Extracted information:
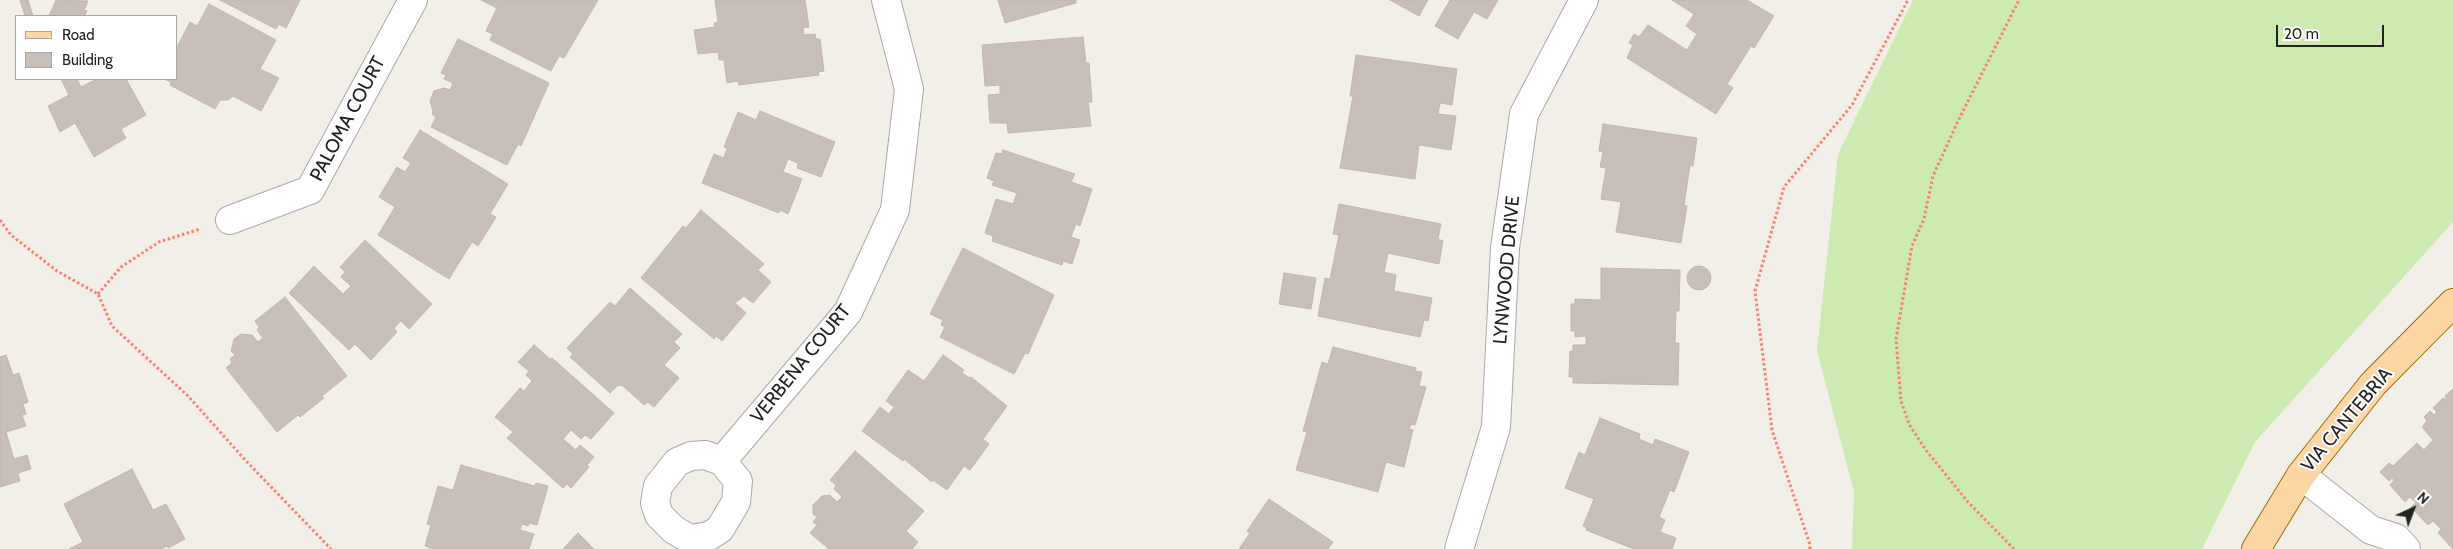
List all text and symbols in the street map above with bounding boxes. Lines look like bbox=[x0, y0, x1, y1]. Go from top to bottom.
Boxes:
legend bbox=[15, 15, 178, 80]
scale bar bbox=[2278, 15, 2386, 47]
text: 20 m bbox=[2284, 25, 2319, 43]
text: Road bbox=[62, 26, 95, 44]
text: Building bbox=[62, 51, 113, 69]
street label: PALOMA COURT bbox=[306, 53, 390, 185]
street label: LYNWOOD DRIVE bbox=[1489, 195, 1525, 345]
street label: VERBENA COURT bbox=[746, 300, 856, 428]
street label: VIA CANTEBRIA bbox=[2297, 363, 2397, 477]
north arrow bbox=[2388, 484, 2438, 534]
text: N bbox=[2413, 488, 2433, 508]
---
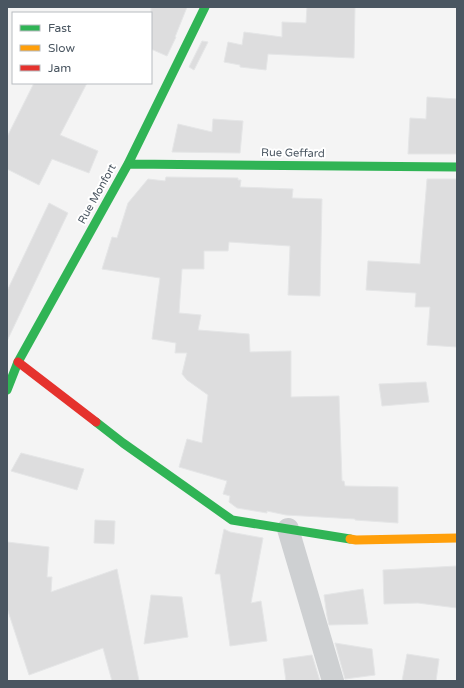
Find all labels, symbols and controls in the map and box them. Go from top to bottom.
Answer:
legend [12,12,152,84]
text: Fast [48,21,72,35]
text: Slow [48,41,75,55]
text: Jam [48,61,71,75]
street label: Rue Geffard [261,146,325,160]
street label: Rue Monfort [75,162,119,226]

How to complete this task: Write only the number of lines in the data above that include "bottom".

Solution for this problem: 2